Aída Yolanda Avella Esquivel, or Aída Yolanda Abella Esquivel (born 23 January 1949), is a Colombian pedagogue, psychologist, and politician belonging to the Patriotic Union party. She was a member of the Constituent Assembly of Colombia and a councilor of the city of Bogotá between 1992 and 1996. Avella was a candidate for Vice President in the 2014 presidential election for the Alternative Democratic Pole and Patriotic Union alliance. In the 2018 parliamentarian election, Avella was elected to the Colombian Senate.

== Biography ==
Aída Yolanda Avella Esquivel was born on 23 January 1949 to a liberal family in Sogamoso, Boyacá Department.

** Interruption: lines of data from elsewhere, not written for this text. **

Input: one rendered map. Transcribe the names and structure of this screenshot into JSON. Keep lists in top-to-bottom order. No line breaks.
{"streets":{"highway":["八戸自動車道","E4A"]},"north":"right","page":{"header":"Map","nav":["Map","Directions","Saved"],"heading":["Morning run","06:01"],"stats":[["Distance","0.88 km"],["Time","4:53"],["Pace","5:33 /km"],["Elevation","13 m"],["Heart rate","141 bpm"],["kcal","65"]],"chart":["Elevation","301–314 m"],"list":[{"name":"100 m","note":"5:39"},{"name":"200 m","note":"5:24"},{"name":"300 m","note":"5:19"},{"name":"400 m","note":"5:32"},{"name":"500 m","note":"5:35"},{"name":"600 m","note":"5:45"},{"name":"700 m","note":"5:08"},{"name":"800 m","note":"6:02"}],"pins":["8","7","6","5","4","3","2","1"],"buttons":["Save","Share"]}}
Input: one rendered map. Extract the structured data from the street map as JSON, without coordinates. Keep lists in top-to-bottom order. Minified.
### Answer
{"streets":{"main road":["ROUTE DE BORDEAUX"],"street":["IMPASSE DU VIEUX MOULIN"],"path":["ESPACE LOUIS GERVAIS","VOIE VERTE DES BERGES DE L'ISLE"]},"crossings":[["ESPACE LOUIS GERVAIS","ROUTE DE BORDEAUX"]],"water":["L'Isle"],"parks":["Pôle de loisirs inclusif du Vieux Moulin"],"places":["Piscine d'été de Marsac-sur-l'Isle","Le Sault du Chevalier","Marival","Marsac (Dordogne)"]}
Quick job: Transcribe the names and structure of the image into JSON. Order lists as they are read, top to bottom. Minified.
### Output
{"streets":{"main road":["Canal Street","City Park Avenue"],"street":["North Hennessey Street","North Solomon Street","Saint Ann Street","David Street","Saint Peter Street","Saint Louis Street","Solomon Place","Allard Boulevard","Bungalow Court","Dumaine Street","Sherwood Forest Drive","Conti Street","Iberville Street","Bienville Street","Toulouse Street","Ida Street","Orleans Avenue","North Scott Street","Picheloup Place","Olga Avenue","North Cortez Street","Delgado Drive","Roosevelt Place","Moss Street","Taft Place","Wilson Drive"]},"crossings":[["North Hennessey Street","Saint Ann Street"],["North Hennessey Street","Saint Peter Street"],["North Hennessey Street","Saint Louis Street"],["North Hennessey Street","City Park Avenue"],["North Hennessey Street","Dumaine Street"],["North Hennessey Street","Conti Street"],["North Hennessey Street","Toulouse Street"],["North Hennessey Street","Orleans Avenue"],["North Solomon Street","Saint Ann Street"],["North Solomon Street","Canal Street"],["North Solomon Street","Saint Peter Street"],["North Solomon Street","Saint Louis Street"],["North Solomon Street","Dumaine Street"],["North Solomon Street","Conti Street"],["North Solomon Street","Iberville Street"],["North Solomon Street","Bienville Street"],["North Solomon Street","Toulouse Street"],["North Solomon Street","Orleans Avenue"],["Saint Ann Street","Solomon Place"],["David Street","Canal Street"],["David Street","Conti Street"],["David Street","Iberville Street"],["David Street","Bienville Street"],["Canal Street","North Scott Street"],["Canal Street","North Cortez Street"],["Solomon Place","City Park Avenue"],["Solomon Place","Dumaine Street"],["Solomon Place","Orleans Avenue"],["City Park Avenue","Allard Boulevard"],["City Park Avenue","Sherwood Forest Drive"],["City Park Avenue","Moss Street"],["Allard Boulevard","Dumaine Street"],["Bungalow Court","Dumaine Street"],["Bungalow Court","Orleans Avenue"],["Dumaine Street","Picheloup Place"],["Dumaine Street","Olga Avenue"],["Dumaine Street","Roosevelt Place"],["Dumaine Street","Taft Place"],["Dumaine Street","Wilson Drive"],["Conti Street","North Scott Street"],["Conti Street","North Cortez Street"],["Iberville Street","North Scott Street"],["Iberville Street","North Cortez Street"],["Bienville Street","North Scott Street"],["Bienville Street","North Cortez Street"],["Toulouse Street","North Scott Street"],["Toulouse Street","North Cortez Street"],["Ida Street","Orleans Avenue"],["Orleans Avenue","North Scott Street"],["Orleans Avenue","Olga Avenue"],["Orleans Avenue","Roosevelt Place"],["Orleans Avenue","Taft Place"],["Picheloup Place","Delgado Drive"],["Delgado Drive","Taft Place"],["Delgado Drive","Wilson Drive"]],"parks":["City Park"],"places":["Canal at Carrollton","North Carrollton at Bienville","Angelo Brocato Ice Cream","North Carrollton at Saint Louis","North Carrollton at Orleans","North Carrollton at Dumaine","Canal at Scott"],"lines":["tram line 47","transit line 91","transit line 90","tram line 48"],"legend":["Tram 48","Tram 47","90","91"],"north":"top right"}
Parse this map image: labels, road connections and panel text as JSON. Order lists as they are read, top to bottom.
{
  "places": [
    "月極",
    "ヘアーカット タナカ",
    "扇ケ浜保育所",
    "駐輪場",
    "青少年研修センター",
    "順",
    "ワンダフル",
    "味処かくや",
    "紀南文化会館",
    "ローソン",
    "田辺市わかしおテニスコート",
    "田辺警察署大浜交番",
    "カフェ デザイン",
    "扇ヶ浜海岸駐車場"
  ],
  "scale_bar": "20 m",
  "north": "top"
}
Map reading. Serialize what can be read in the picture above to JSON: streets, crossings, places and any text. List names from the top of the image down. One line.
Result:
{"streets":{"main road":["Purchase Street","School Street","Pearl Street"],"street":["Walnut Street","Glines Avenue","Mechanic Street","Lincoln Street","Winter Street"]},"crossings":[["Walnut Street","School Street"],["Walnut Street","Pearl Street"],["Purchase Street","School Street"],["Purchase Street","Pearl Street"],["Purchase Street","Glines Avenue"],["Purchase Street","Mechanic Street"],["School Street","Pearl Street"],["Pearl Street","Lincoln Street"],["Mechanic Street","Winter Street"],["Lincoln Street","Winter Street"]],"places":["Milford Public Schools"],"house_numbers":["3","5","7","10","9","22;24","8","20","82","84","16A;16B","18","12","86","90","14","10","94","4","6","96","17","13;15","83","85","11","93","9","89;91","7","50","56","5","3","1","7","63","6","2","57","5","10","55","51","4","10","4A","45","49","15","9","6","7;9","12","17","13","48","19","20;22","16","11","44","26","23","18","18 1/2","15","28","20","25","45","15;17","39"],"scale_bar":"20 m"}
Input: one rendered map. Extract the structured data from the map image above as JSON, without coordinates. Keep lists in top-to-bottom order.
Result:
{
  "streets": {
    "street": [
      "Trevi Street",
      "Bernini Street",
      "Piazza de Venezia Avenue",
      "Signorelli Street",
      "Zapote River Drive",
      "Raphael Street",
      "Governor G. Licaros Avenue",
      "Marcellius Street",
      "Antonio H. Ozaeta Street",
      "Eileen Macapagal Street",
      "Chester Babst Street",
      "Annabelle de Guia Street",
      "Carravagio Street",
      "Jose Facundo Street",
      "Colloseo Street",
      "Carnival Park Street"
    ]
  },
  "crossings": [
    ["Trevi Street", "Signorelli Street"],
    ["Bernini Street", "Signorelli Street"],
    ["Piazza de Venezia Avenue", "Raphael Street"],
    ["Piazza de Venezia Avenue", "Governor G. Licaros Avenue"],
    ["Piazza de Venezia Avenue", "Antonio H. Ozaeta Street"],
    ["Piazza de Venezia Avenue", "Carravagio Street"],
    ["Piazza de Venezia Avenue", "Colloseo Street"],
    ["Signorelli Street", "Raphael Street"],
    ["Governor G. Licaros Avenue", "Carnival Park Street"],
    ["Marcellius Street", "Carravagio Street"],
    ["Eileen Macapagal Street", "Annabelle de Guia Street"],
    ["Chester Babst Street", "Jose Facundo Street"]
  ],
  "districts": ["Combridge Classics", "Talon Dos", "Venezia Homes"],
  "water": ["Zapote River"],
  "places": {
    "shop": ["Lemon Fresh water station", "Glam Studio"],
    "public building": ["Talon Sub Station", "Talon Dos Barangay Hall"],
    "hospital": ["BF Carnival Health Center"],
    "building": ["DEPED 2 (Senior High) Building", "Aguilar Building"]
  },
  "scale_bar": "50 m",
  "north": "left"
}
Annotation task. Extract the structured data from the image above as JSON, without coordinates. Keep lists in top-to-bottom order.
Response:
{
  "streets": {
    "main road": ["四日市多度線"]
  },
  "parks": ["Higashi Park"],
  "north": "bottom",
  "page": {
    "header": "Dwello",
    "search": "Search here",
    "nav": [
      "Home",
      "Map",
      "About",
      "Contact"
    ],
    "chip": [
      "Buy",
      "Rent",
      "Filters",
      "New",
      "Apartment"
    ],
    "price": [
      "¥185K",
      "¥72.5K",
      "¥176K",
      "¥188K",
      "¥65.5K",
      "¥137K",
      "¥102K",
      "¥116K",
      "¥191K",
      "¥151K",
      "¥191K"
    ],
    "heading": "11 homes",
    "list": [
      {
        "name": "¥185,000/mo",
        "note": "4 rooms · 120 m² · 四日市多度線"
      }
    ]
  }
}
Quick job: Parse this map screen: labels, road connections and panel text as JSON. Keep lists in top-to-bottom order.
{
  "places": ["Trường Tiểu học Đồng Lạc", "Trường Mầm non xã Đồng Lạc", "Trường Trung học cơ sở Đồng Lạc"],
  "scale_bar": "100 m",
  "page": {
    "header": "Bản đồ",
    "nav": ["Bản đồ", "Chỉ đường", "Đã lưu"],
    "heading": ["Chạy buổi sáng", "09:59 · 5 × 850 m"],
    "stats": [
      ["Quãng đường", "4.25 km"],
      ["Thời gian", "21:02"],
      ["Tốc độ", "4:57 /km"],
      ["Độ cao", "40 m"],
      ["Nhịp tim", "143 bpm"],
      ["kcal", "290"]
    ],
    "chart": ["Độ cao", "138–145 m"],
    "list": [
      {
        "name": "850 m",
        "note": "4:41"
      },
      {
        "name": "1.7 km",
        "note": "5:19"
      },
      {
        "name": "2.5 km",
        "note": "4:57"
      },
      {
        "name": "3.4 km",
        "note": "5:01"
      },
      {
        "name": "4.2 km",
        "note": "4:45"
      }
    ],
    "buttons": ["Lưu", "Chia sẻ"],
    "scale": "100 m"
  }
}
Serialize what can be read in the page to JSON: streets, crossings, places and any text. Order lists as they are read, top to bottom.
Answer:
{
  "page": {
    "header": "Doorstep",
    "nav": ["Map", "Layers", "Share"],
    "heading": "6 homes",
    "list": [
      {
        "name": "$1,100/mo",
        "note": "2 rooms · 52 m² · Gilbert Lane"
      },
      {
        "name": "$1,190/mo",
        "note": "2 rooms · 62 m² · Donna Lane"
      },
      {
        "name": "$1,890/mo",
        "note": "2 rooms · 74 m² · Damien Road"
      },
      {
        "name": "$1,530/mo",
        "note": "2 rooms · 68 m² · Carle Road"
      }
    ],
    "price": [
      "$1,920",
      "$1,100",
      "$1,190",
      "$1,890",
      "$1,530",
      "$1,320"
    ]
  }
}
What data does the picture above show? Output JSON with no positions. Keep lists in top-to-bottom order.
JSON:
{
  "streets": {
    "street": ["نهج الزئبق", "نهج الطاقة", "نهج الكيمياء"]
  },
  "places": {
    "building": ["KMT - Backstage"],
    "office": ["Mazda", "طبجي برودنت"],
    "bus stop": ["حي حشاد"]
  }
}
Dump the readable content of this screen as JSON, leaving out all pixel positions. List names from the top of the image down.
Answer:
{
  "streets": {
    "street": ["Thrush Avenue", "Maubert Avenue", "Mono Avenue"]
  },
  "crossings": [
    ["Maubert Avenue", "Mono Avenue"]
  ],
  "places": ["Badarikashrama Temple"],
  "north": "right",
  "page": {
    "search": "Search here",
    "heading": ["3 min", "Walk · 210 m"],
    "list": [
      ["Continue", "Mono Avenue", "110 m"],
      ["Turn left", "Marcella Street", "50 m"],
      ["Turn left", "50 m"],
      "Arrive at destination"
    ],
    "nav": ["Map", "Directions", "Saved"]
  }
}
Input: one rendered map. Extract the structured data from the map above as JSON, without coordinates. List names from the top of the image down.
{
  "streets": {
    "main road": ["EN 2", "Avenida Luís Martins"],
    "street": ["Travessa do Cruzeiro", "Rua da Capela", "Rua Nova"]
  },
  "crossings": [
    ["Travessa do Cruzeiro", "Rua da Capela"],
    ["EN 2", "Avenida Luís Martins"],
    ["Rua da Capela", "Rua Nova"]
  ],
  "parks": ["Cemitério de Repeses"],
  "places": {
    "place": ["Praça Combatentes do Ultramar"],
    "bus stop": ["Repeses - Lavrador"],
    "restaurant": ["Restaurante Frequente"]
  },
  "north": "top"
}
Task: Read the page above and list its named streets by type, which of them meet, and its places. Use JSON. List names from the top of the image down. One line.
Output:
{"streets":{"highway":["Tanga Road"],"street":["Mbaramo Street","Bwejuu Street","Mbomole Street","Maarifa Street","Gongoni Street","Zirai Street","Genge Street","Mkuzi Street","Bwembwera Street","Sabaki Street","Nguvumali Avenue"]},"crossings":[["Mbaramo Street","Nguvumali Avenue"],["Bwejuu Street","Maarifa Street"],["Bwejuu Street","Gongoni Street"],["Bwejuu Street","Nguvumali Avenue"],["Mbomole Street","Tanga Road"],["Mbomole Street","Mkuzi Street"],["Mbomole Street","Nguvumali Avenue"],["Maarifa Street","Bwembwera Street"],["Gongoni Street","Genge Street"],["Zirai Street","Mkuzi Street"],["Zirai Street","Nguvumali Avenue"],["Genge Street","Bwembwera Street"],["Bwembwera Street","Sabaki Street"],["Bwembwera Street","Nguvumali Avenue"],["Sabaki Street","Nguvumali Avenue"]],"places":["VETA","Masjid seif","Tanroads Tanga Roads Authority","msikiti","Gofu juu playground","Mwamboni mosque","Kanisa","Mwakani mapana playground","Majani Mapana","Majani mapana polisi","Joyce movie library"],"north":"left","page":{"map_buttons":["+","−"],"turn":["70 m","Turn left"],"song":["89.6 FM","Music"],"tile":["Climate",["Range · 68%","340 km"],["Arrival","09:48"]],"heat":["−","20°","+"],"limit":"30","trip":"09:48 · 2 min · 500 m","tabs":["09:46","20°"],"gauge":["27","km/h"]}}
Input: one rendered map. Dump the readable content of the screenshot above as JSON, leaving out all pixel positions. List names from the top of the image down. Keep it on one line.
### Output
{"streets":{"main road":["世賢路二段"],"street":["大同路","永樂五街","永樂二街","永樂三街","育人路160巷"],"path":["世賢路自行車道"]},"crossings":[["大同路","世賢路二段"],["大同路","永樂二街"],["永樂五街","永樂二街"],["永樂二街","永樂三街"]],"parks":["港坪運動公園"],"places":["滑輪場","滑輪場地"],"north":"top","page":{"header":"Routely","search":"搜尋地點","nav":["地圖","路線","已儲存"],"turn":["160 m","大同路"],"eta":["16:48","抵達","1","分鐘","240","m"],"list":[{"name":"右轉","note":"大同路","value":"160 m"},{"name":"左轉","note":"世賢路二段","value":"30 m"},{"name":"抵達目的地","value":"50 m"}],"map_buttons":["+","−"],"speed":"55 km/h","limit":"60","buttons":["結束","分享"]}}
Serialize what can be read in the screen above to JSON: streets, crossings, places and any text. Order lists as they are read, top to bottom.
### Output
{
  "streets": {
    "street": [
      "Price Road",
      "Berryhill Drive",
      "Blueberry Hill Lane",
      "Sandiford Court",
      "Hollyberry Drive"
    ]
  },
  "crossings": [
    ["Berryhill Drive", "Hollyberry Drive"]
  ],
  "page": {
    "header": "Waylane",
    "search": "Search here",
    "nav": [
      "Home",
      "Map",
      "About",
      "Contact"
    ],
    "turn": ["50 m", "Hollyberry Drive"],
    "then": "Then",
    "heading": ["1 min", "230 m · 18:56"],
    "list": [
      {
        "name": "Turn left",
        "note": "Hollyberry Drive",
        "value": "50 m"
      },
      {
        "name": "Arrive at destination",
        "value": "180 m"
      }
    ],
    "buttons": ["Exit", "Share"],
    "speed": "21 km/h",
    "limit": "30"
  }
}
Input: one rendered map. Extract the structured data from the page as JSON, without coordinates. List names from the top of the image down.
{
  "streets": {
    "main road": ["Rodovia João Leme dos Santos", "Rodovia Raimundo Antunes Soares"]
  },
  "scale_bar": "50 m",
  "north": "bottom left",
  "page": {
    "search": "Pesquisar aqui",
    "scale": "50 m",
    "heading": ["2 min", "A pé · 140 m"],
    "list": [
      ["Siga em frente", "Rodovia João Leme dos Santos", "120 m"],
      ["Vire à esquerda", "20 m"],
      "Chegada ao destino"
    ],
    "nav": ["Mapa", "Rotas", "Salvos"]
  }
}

At 16, Avella entered the National University of Colombia, where she graduated with a degree in pedagogy and psychology. After graduating, she entered the Ministry of Education, where she became a union leader and helped form the Central Union of Workers, or CUT. She joined the Colombian Communist Party, which became the Patriotic Union after the Agreement of the Uribe. Avella, together with Alfredo Vázquez Carrizosa, was elected to the Constituent Assembly of Colombia in 1991. The next year, she was elected in the 1992 Bogotá elections to the City Council and was reelected two years later.

On 7 May 1996, assailants attacked Avella's vehicle with a bazooka on the Autopista Norte in Bogotá. Avella has unharmed by the attack, but fled the country for Switzerland a week later.

Following her reelection to the Senate in 2018, Avella announced her intent to push forward a universal pensions bill.